Work request
In the records below, find the line with "M1669 168C1671 205" and the line with "M792 397 810 310 836 213 832 187"; return exactly those lines and every line between them.

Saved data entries
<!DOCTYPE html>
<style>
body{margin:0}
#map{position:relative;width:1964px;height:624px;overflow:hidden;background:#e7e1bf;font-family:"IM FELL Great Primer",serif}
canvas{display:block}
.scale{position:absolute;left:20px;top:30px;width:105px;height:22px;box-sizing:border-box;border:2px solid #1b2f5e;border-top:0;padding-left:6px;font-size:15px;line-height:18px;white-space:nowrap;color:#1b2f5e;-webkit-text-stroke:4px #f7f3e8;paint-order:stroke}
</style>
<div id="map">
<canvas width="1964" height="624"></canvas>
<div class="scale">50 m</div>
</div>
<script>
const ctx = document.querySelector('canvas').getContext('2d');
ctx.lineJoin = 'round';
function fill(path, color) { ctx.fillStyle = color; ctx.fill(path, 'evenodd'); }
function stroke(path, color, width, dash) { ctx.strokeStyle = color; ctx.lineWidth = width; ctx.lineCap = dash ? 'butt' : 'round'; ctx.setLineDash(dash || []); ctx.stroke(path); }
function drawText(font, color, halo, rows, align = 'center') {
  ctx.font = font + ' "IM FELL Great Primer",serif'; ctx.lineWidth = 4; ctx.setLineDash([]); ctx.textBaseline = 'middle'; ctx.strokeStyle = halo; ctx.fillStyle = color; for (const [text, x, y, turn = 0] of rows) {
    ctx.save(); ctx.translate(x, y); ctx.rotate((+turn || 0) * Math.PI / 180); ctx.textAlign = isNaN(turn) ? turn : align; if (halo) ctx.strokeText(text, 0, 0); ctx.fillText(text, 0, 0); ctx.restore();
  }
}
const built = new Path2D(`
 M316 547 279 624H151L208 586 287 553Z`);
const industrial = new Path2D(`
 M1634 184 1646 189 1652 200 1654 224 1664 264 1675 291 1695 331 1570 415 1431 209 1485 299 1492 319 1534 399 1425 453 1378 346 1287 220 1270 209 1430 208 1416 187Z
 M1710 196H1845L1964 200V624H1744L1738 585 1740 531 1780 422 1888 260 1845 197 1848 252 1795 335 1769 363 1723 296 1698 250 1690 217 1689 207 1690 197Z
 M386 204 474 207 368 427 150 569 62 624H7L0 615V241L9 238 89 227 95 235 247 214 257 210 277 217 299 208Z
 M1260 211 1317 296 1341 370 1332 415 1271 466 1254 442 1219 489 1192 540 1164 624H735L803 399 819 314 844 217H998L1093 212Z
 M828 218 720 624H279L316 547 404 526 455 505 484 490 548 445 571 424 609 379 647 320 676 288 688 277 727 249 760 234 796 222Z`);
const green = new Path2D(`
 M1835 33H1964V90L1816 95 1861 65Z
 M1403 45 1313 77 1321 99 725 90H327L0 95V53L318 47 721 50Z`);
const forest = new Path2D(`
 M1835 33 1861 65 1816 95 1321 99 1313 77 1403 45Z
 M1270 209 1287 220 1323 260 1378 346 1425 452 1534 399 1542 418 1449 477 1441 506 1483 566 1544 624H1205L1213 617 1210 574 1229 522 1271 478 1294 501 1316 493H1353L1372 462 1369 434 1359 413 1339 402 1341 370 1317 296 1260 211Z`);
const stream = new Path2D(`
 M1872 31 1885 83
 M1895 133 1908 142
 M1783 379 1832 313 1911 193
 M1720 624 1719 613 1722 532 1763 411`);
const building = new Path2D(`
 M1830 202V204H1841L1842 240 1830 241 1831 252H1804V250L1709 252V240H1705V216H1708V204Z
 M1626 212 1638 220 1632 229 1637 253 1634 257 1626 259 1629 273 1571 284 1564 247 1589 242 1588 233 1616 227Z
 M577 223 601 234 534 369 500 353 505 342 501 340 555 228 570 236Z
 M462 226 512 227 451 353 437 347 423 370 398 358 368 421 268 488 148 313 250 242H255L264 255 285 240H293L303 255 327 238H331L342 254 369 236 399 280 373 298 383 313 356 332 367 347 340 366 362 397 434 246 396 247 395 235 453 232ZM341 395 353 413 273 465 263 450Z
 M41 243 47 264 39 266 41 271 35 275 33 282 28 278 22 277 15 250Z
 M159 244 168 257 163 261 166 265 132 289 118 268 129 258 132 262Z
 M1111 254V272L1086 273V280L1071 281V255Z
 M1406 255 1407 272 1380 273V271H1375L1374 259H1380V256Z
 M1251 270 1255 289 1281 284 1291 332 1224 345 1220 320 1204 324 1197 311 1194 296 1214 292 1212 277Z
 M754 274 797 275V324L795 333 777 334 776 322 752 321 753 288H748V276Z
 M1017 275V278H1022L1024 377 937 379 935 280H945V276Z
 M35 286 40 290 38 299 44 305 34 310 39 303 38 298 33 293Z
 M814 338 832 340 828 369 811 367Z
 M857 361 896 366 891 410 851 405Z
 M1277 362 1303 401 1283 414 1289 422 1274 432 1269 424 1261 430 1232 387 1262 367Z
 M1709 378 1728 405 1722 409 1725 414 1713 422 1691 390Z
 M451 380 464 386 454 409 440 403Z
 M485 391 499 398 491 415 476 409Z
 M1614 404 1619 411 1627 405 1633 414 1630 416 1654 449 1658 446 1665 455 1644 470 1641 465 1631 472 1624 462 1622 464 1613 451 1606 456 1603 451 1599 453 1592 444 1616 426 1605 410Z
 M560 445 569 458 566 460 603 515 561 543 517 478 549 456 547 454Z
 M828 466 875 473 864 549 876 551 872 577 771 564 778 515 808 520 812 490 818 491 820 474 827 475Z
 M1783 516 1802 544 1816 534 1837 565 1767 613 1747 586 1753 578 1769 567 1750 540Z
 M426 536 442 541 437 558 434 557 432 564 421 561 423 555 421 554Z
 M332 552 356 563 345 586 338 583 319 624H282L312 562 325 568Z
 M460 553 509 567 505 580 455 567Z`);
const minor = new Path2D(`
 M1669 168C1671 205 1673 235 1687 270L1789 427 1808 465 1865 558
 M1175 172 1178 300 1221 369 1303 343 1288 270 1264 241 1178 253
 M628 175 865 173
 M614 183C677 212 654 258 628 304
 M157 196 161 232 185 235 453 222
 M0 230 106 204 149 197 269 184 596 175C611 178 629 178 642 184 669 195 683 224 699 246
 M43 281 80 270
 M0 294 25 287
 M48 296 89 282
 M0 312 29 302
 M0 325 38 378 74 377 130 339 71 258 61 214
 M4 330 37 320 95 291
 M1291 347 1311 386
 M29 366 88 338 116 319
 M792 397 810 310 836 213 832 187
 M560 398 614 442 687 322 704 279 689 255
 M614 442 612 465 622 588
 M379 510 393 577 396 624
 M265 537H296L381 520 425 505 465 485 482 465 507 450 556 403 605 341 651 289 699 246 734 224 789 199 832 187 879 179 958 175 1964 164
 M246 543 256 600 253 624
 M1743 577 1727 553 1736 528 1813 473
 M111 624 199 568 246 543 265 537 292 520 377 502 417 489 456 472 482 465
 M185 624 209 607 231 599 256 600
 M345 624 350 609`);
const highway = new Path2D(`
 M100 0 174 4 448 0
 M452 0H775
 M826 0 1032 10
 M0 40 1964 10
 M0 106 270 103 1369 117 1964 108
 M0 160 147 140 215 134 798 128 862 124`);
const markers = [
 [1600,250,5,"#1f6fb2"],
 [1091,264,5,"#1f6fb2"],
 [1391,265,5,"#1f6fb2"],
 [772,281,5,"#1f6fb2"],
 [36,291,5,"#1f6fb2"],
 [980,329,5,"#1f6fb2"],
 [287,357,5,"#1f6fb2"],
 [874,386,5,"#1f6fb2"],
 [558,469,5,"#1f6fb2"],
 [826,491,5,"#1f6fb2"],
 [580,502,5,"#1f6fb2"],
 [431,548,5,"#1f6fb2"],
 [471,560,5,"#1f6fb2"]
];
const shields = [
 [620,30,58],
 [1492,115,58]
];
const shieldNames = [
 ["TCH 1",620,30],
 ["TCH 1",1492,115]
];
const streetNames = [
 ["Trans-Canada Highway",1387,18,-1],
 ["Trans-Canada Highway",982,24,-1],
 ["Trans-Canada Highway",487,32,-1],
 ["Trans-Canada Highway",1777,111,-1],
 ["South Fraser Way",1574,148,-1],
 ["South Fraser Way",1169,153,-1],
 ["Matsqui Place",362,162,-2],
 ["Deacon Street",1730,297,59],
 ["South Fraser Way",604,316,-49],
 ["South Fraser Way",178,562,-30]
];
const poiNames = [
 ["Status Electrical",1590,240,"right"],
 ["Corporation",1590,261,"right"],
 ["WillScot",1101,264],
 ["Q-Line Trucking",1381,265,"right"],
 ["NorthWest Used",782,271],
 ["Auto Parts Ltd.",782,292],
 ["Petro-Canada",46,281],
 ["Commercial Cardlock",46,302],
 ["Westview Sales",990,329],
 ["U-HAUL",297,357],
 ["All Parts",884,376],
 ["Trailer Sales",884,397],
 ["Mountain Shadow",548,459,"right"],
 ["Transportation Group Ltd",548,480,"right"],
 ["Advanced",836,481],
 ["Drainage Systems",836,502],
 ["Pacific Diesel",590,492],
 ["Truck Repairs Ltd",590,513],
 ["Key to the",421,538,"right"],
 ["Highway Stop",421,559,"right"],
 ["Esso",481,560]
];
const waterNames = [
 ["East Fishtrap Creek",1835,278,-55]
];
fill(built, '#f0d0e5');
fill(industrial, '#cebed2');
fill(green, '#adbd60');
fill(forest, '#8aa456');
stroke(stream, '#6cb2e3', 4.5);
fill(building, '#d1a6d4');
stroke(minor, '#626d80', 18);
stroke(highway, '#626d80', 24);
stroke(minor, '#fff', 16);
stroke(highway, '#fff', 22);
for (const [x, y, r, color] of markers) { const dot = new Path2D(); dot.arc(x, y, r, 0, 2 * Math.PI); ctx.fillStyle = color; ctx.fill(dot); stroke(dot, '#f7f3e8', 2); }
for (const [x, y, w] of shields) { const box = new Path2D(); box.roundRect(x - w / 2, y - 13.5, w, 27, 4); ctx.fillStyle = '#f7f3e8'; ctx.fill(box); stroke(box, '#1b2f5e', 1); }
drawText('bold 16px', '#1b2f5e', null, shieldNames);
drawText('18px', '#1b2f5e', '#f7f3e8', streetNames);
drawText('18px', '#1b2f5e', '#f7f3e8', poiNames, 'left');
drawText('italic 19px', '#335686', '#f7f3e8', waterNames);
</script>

Answer box
 M1669 168C1671 205 1673 235 1687 270L1789 427 1808 465 1865 558
 M1175 172 1178 300 1221 369 1303 343 1288 270 1264 241 1178 253
 M628 175 865 173
 M614 183C677 212 654 258 628 304
 M157 196 161 232 185 235 453 222
 M0 230 106 204 149 197 269 184 596 175C611 178 629 178 642 184 669 195 683 224 699 246
 M43 281 80 270
 M0 294 25 287
 M48 296 89 282
 M0 312 29 302
 M0 325 38 378 74 377 130 339 71 258 61 214
 M4 330 37 320 95 291
 M1291 347 1311 386
 M29 366 88 338 116 319
 M792 397 810 310 836 213 832 187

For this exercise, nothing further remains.